Apple antitrust inquiry imminent

May 3, 2010, 10:45 p.m.

Apple has been getting progressively more aggressive in its attitude towards Adobe Flash since the release of the original iPhone back in 2007. The latest move by the company may have put it in the crosshairs of Washington’s industry watchdogs, says to the New York Post.

“According to a person familiar with the matter, the Department of Justice and Federal Trade Commission are locked in negotiations over which of the watchdogs will begin an antitrust inquiry into Apple’s new policy of requiring software developers who devise applications for devices such as the iPhone and iPad to use only Apple’s programming tools.”

The policy they are referring to is Section 3.3.1 of the iPhone Developer Program License Agreement which bans the use of programs that allow developers to write applications once and then compile them to run on many different platforms.

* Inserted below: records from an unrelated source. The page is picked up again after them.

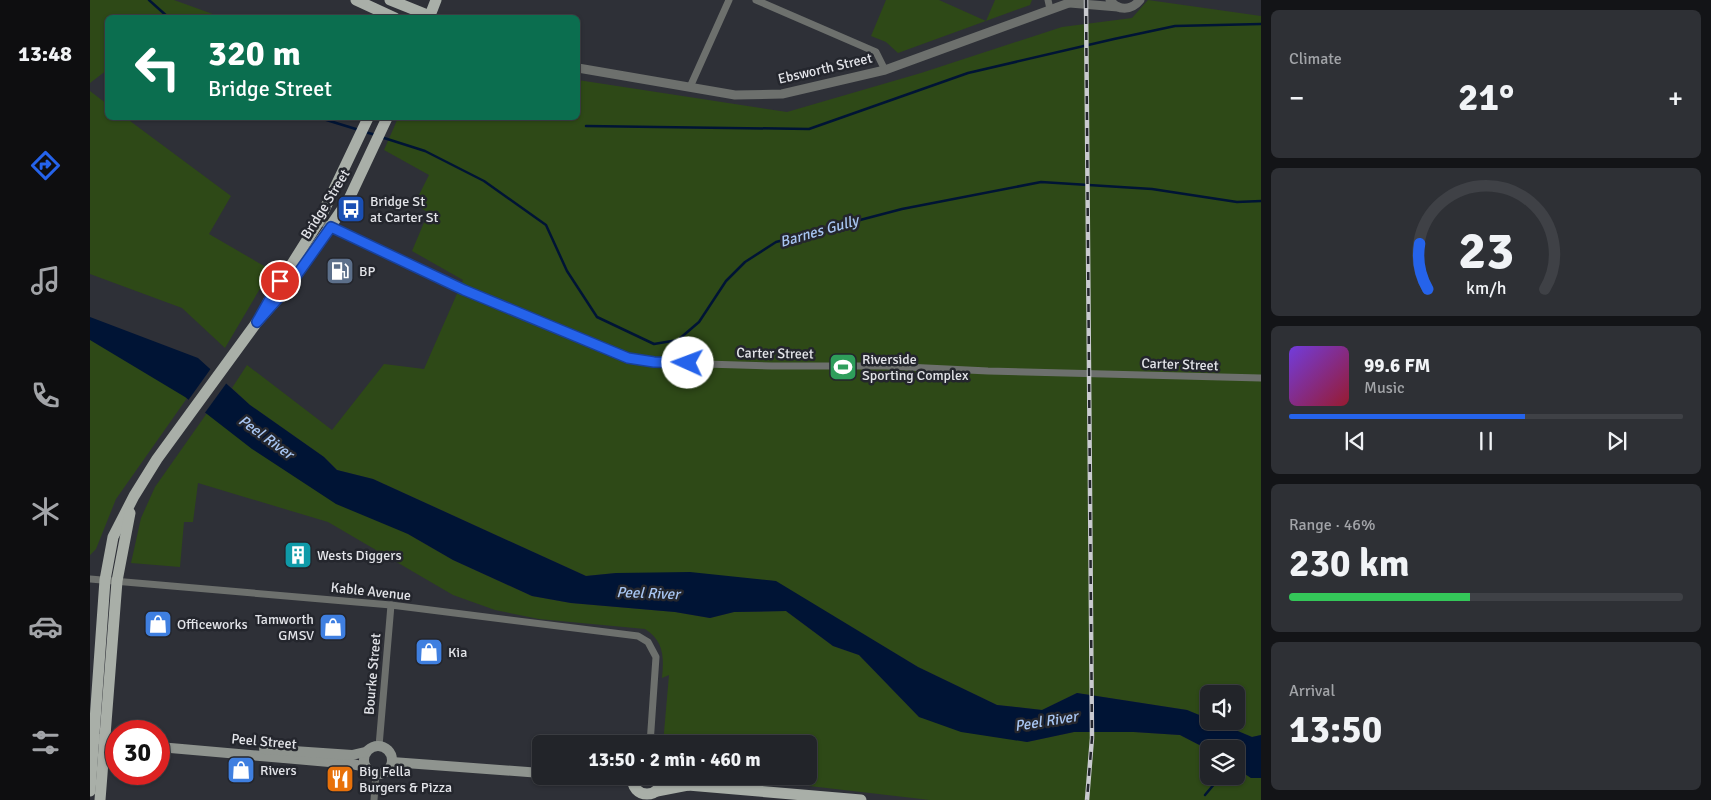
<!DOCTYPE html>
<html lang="en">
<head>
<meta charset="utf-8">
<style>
	:root { --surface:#222429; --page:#2e3035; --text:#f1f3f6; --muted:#a2a4a8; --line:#3f4146; --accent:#2563eb }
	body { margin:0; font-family:Signika,sans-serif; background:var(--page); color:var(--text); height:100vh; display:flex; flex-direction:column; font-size:19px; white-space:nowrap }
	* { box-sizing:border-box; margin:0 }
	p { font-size:16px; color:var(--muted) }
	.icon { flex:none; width:28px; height:28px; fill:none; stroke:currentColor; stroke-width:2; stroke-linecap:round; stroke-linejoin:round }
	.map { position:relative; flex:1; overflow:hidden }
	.panel { display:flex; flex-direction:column; gap:10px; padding:10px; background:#131417; width:450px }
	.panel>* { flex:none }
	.top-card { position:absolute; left:15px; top:15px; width:475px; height:105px; border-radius:8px; box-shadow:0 1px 4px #0004,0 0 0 1px var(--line); background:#0b6e4f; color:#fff; overflow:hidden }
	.controls { position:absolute; left:1110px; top:685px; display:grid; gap:10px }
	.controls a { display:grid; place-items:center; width:45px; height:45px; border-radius:8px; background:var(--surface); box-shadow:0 1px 4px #0004,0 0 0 1px var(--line); font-size:25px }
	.speed { position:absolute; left:15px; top:720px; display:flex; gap:10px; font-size:25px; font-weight:700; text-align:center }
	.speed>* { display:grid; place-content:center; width:65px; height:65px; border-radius:50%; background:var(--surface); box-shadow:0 1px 4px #0004,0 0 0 1px var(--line); line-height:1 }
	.speed .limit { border:8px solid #d22; background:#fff; color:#111 }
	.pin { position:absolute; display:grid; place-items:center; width:42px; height:42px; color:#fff; margin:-21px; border:2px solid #fff; border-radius:50%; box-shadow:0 1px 5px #0007 }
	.me { position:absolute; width:55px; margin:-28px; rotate:272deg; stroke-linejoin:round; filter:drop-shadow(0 0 4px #0008) }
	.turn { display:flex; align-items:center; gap:18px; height:105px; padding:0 20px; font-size:22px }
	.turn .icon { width:65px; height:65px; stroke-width:2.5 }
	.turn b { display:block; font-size:35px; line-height:42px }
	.big { font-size:38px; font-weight:700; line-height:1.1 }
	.panel .widget { flex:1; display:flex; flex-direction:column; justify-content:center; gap:8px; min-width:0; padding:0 18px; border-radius:8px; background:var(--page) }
	.panel .dial { align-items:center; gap:0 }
	.dial svg { height:130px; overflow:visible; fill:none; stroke:var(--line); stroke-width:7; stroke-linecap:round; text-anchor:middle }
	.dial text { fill:var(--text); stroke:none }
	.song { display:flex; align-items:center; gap:15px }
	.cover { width:60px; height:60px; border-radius:8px; background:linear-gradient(135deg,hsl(260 70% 55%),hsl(350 70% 35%)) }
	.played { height:5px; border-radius:2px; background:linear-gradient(90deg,var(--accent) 60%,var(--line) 60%) }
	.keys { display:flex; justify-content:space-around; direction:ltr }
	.heat { display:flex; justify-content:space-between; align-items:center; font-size:28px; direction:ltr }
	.charge { height:8px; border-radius:4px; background:linear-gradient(90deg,#34c759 46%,var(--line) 0) }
	.trip { position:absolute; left:442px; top:735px; width:285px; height:50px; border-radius:8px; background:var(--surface); box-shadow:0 1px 4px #0004,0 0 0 1px var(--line); font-weight:700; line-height:50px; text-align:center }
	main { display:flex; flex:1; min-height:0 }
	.tabs { display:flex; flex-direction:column; width:90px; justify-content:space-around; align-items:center; background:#0e0e10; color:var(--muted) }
	.tabs .icon { width:35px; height:35px }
	.tabs .on { color:var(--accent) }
	.tabs b { font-size:22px; color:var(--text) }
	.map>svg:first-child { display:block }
</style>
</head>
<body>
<main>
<nav class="tabs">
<b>13:48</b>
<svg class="icon on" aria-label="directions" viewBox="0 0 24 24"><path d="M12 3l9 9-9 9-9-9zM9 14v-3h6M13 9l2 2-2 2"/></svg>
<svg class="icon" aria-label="music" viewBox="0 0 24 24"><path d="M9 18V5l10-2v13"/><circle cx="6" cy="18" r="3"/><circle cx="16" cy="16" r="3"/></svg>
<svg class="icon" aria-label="phone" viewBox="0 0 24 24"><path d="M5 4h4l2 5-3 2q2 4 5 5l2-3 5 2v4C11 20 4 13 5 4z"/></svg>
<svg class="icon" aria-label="climate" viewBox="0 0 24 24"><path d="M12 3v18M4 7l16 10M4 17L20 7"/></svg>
<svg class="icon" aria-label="car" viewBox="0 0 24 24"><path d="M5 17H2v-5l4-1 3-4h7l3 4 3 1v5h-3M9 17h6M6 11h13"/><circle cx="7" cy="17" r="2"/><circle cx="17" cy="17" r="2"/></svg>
<svg class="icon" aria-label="filters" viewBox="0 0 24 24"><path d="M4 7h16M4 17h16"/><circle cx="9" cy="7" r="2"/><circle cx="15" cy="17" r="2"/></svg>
</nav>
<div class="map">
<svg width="1171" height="800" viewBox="0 0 1171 800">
	<rect width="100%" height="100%" fill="#2e3037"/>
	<!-- green -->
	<g fill="#2e4917">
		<polygon points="0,0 84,0 131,17 18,18 17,70 0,83"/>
		<polygon points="796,0 849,0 896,21 905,0 942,0 940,5 808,53 796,42 781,36"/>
		<polygon points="1058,0 1171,16 1171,735 1162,737 1124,721 1146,721 1146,694 1119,694 1119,719 1097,710 987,693 952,710 907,705 828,667 685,581 526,573 496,576 283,479 247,470 234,457 160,405 142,388 157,365 242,430 294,364 334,369 373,280 322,251 338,213 325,203 339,175 294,150 308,118 488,118 488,80 697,112 831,73 972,27 1042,18"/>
		<polygon points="0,91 17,104 18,118 36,118 141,196 119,234 181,270 135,348 92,308 0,274"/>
		<polygon points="0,333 102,391 26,499 6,549 0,555"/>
		<path d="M117,413l201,121 45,26 79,36 39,7 104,9 35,6 24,-6 52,-1 47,35 26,9 60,62 108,25 47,-10h60l46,3 29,15v26h27v-8l15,10h10v22h-331l-182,-21 -51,-3h112v-32h-146l6,-69 -7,3c2,-21 2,-37 -17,-49l-106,-10 -44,-9 -42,-15 -125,-73 -130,-39 -5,39h-9l-4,45 -49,-4 10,-45 14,-31z"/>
	</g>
	<!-- water -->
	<polygon fill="#001435" points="0,317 108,358 160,405 234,457 247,470 283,479 496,576 526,573 600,572 686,581 828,667 907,705 952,710 987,693 1097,710 1119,719 1119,721 1124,721 1162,737 1171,735 1171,778 1161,778 1146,768 1146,749 1119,750 1090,735 1044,732 984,732 937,742 871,732 829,717 769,655 743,646 696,611 644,612 620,618 585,612 481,603 442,596 363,560 318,534 246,504 162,449 95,397 0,340"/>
	<!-- pier -->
	<polygon fill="#2e3037" points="122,367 138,381 114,414 97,402"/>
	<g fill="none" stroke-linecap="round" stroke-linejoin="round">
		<!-- stream -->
		<g stroke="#001435" stroke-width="2.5">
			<polyline points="59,0 79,18"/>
			<polyline points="230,118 269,130"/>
			<polyline points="496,126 719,129 878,73 1024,39 1085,26 1171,24"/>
			<polyline points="275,132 286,135"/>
			<polyline points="291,137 335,151 394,181 456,225 477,271 507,317 564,344 588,340 609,322 636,281 655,262 686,242 812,209 951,182 1062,189 1147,202 1171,201"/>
			<polyline points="1115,795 1131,776"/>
		</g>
		<!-- minor -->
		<g stroke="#6d706d" stroke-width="7">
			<polyline points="666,0 786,52 795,70"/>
			<polyline points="958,0 960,9"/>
			<polyline points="600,87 639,0"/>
			<polyline points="229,221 374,290 538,358 581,363 682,366 796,366 898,371 1171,378"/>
			<polyline points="0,579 301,605 548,636 558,642 566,657 560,744"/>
			<polyline points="289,746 301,605"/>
			<polyline points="284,800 286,774"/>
		</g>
		<!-- tertiary -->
		<g stroke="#6d706d" stroke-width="9">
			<path d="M1020,0c8,11 21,11 30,0"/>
			<polyline points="980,3 1028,7"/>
			<polyline points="488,68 645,95 692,94 795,70 987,0"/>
		</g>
		<!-- secondary -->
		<g stroke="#8f948f" stroke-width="10">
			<polyline points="8,739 26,740"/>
			<circle cx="288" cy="760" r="14"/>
			<polyline points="69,747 262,764 276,767"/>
			<polyline points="174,749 262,755 275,752"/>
			<polyline points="302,762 451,773"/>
			<polyline points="495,776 543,780"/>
		</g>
		<!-- primary -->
		<g stroke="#a9afa8" stroke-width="11">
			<polyline points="266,0 305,18"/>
			<polyline points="300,0 340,16"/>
			<polyline points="339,18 346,0"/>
			<polyline points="178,302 229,221 278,118"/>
			<path d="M543,776c-4,24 32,24 28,0"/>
			<polyline points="580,776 598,785"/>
			<polyline points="0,791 15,580 23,537 44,496 67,459 167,322 199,286 258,201 297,118"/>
			<polyline points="567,791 598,785 771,800"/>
			<polyline points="10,800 27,581 40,513"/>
		</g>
		<defs>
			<polyline id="rail" points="996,0 1002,738 997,800"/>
		</defs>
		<!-- rail casing -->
		<use href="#rail" stroke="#c9cacf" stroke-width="4.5"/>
		<!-- rail -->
		<use href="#rail" stroke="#24262d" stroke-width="2.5" stroke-dasharray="8" stroke-linecap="butt"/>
	</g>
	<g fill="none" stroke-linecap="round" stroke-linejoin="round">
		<defs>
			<polyline id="route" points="190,281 167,322 199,286 241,227 374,290 538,358 564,362 598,363"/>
		</defs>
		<!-- route casing -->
		<use href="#route" stroke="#184099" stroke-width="12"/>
		<!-- route -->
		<use href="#route" stroke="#2563eb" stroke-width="9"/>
	</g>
	<!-- icons -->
	<defs>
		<symbol id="bus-square" viewBox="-11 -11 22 22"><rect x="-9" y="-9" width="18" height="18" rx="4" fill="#1a4fb4" stroke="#24262d"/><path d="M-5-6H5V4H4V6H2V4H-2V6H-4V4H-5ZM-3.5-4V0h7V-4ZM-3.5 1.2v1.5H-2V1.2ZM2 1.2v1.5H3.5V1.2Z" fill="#fff"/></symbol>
		<symbol id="fuel-square" viewBox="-11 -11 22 22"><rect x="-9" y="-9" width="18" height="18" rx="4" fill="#5c6f8a" stroke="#24262d"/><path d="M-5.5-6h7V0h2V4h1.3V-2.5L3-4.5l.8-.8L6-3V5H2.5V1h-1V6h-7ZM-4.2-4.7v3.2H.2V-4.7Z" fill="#fff"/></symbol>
		<symbol id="stadium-square" viewBox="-11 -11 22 22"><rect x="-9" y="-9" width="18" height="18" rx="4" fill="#2e9e5b" stroke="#24262d"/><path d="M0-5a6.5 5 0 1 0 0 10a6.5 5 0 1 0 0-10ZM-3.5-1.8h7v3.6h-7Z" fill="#fff"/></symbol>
		<symbol id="building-square" viewBox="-11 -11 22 22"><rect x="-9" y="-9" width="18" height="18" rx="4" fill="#0f9aa8" stroke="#24262d"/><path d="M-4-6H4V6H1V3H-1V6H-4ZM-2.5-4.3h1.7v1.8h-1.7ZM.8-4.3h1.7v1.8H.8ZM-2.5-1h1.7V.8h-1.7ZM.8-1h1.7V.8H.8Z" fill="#fff"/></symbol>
		<symbol id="shop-square" viewBox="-11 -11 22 22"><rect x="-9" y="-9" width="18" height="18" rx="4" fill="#3f7fe0" stroke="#24262d"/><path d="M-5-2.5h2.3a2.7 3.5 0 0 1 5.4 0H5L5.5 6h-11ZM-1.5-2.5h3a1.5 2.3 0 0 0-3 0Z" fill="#fff"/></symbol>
		<symbol id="restaurant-square" viewBox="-11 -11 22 22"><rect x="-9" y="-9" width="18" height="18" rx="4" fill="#e8710a" stroke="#24262d"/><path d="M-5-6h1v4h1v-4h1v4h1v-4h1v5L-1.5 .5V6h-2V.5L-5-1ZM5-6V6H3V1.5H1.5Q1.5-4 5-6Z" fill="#fff"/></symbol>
	</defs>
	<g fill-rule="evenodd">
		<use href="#bus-square" x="245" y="193" width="32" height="32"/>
		<use href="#fuel-square" x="234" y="255" width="32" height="32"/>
		<use href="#stadium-square" x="737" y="351" width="32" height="32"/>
		<use href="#building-square" x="192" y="539" width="32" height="32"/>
		<use href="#shop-square" x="52" y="608" width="32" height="32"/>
		<use href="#shop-square" x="227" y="611" width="32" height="32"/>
		<use href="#shop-square" x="323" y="636" width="32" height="32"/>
		<use href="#shop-square" x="135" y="754" width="32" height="32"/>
		<use href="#restaurant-square" x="234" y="763" width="32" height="32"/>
	</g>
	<g text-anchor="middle" stroke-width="5" stroke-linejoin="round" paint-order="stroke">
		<!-- street labels -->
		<g font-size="14" fill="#e3e4e9" stroke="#24262d">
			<text transform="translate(735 68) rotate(-13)" y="5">Ebsworth Street</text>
			<text transform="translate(235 204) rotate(-58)" y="5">Bridge Street</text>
			<text transform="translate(685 353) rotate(1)" y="5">Carter Street</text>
			<text transform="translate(1090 364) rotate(2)" y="5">Carter Street</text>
			<text transform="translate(281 591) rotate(6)" y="5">Kable Avenue</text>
			<text transform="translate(282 674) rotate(-85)" y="5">Bourke Street</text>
			<text transform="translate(174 741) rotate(5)" y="5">Peel Street</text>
		</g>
		<!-- poi labels -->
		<g font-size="14" fill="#e3e4e9" stroke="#24262d" text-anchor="start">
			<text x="280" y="206">Bridge St<tspan x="280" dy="16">at Carter St</tspan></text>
			<text x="269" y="276">BP</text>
			<text x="772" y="364">Riverside<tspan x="772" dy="16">Sporting Complex</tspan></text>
			<text x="227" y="560">Wests Diggers</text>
			<text x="224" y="624" text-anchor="end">Tamworth<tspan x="224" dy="16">GMSV</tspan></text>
			<text x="87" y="629">Officeworks</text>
			<text x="358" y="657">Kia</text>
			<text x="170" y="775">Rivers</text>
			<text x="269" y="776">Big Fella<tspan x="269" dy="16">Burgers &amp; Pizza</tspan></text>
		</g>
		<!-- water labels -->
		<g font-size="15" font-style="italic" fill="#a8c6f3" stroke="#24262d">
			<text transform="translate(729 231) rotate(-16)" y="5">Barnes Gully</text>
			<text transform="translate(176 437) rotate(36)" y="5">Peel River</text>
			<text transform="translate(558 593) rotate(2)" y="5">Peel River</text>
			<text transform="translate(956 721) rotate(-9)" y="5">Peel River</text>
		</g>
	</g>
</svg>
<div class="controls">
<a><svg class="icon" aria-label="sound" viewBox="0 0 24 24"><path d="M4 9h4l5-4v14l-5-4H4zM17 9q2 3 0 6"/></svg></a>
<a><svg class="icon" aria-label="layers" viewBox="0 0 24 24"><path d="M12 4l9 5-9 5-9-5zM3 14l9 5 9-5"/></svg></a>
</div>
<div class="speed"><div class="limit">30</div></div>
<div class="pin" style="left:190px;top:281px;background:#d93025"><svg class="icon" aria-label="arrive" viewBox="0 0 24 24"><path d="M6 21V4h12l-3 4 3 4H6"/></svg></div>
<svg class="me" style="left:598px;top:363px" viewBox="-20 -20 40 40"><circle r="19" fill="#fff"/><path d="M0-13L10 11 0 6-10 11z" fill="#2563eb"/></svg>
<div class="trip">13:50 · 2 min · 460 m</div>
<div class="top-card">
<div class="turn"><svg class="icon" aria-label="left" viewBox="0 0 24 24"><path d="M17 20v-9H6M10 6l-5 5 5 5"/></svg><div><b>320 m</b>Bridge Street</div></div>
</div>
</div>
<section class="panel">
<div class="widget"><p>Climate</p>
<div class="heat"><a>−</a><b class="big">21°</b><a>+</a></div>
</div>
<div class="widget dial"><svg viewBox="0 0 100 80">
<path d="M14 69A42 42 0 1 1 86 69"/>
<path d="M14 69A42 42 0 0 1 9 41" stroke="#2563eb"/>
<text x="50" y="56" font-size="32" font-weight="700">23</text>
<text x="50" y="72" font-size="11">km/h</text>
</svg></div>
<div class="widget">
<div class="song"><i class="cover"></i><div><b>99.6 FM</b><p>Music</p></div></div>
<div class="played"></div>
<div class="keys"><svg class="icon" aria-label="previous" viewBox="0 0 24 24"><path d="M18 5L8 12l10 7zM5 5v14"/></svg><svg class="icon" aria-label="pause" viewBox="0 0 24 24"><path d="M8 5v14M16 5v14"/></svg><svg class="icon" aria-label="next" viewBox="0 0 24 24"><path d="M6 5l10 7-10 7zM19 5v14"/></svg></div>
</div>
<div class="widget"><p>Range · 46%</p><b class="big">230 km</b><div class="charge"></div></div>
<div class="widget"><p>Arrival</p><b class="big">13:50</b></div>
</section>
</main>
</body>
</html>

This ban is seen as a targeted a attack at Adobe Packager for iPhone which creates stand-alone iPhone applications based on code written for Flash.

Apple’s attitude was clearly expressed by Steve Jobs in an open letter on the matter. According to Jobs, cross platform development tools like the one offered by Adobe stifle innovation because they move forward with the lowest common set of features across the platforms that they support rather than allow developers to take full advantage of the latest and greatest of an individual platform. On the other side of that coin are small developers who often lack the funds required to write different versions of their applications to release on all platforms. In their case, cross compilers allow them to reach the largest possible audience with the smallest possible investment.

At this point it is unclear that an inquiry will ever lead to a full fledged anti trust suit against Apple but it seems that the company that assured us that “1984 won’t be like ‘1984’” is coming eerily close to Big Brother in 2010.